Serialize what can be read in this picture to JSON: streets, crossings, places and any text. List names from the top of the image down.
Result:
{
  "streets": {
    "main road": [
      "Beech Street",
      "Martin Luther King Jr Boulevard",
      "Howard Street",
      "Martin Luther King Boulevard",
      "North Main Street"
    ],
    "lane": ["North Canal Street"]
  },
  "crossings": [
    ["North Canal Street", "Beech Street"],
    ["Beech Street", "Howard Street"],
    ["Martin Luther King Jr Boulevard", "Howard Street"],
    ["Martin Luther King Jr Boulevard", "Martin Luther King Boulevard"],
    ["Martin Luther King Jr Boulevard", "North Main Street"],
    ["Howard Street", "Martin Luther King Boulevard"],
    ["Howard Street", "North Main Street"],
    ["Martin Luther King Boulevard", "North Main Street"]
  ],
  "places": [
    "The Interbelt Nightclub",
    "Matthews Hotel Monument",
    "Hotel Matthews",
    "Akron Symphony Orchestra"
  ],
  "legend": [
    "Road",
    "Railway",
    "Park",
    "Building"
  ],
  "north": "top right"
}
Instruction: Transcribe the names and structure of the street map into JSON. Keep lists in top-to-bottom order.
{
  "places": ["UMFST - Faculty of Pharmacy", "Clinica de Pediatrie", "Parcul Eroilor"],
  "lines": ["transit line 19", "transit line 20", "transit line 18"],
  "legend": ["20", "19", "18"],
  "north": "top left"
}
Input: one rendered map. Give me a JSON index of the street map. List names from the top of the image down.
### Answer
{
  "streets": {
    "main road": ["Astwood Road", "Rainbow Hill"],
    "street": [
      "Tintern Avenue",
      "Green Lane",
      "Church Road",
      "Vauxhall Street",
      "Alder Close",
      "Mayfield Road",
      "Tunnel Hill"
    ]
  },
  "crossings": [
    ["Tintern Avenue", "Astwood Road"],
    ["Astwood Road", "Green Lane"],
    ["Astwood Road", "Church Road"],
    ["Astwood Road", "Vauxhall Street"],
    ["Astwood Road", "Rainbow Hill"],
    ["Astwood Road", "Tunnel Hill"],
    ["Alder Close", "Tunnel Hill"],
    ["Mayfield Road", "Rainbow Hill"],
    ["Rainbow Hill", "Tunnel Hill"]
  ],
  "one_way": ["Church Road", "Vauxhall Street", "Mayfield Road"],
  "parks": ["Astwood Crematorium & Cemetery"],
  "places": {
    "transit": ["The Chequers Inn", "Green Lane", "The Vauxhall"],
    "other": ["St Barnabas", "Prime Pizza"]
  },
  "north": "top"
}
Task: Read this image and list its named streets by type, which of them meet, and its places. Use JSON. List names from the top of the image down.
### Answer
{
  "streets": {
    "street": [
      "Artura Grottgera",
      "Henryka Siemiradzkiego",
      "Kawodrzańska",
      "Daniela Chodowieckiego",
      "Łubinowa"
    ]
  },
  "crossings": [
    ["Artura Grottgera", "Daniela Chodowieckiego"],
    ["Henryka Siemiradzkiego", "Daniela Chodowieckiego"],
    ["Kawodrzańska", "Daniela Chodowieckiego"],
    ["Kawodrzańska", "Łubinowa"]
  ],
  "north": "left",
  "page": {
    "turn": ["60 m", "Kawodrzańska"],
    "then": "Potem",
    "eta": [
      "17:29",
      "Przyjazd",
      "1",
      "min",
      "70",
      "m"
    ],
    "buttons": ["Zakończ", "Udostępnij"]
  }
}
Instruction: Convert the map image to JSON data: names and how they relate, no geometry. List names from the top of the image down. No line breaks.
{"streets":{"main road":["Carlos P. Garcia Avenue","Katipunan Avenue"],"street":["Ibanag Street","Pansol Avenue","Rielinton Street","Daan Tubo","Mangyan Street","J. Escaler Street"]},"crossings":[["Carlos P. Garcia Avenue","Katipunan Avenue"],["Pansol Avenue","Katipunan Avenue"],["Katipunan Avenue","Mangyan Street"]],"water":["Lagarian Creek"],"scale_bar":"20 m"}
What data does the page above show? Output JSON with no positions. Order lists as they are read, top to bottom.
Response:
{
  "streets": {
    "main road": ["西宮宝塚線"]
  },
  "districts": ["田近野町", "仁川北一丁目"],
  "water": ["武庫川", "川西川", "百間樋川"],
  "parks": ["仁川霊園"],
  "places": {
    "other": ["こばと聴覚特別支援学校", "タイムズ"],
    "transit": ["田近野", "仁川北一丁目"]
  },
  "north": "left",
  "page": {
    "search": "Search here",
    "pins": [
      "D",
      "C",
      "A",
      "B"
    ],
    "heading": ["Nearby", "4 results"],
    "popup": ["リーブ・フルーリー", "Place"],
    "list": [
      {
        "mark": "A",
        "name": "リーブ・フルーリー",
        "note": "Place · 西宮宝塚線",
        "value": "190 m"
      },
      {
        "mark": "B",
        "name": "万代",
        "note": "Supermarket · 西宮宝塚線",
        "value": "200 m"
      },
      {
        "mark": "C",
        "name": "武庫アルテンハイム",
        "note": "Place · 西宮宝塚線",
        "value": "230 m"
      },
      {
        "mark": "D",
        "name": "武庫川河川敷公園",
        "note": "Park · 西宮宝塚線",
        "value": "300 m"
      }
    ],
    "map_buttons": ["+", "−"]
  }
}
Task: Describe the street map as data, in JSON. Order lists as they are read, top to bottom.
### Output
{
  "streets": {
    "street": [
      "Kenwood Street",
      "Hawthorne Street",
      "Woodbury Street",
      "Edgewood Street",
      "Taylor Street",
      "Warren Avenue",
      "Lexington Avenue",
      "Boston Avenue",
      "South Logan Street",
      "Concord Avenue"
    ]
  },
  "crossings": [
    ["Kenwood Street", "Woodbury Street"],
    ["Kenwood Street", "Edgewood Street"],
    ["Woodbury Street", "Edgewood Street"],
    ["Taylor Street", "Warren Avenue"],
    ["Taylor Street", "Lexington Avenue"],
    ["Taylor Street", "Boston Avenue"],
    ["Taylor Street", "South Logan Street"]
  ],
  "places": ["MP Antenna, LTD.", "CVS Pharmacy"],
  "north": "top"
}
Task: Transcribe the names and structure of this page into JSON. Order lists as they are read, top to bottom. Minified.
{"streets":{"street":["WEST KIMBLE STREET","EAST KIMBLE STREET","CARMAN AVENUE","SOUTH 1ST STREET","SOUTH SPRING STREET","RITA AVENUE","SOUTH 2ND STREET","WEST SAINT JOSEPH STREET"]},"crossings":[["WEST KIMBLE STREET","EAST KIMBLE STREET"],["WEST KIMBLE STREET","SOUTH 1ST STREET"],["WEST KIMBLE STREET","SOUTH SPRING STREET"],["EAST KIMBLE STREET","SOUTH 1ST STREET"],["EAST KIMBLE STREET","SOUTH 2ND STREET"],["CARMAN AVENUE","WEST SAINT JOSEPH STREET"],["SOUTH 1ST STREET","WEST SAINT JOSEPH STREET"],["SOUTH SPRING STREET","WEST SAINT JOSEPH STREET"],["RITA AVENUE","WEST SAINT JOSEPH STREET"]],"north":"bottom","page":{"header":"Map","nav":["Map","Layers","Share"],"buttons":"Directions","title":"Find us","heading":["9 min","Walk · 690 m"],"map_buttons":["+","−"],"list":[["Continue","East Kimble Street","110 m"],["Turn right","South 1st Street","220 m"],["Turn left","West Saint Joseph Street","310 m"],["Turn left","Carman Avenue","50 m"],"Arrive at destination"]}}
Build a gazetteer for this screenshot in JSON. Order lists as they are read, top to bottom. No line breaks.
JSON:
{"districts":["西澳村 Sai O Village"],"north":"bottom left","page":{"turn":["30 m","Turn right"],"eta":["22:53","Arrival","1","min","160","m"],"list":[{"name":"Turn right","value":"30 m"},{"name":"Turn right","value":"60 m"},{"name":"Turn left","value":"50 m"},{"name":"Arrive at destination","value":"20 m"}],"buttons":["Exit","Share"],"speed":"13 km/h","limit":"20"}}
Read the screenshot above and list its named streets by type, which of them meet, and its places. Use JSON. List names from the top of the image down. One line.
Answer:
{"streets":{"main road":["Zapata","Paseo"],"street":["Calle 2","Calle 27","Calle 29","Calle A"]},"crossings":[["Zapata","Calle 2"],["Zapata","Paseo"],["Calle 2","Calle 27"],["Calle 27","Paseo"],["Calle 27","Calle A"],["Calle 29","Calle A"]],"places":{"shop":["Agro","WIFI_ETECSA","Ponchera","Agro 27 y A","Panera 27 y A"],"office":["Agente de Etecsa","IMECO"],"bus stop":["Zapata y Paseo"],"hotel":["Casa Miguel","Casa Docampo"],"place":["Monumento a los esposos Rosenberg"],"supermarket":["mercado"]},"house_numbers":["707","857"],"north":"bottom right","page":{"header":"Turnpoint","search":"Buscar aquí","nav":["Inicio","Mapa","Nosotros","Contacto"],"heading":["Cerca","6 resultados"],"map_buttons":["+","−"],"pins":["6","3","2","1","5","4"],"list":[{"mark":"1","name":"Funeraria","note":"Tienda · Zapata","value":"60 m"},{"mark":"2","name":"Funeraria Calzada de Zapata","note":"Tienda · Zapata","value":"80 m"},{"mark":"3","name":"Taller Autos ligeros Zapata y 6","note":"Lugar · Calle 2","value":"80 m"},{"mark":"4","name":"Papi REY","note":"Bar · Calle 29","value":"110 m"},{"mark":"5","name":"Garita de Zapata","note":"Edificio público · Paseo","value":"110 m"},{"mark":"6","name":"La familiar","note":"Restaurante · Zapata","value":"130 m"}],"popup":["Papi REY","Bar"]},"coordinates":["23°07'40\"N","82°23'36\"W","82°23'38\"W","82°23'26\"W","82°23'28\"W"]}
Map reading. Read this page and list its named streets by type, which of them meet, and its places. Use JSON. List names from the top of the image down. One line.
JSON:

Your task
Please repeat word for word the lines above that run from the beginning through the line containing "Input: one rendered", keeping both the first and that last line.

Reply
Serialize what can be read in this picture to JSON: streets, crossings, places and any text. List names from the top of the image down.
Result:
{
  "streets": {
    "main road": [
      "Beech Street",
      "Martin Luther King Jr Boulevard",
      "Howard Street",
      "Martin Luther King Boulevard",
      "North Main Street"
    ],
    "lane": ["North Canal Street"]
  },
  "crossings": [
    ["North Canal Street", "Beech Street"],
    ["Beech Street", "Howard Street"],
    ["Martin Luther King Jr Boulevard", "Howard Street"],
    ["Martin Luther King Jr Boulevard", "Martin Luther King Boulevard"],
    ["Martin Luther King Jr Boulevard", "North Main Street"],
    ["Howard Street", "Martin Luther King Boulevard"],
    ["Howard Street", "North Main Street"],
    ["Martin Luther King Boulevard", "North Main Street"]
  ],
  "places": [
    "The Interbelt Nightclub",
    "Matthews Hotel Monument",
    "Hotel Matthews",
    "Akron Symphony Orchestra"
  ],
  "legend": [
    "Road",
    "Railway",
    "Park",
    "Building"
  ],
  "north": "top right"
}
Instruction: Transcribe the names and structure of the street map into JSON. Keep lists in top-to-bottom order.
{
  "places": ["UMFST - Faculty of Pharmacy", "Clinica de Pediatrie", "Parcul Eroilor"],
  "lines": ["transit line 19", "transit line 20", "transit line 18"],
  "legend": ["20", "19", "18"],
  "north": "top left"
}
Input: one rendered map. Give me a JSON index of the street map. List names from the top of the image down.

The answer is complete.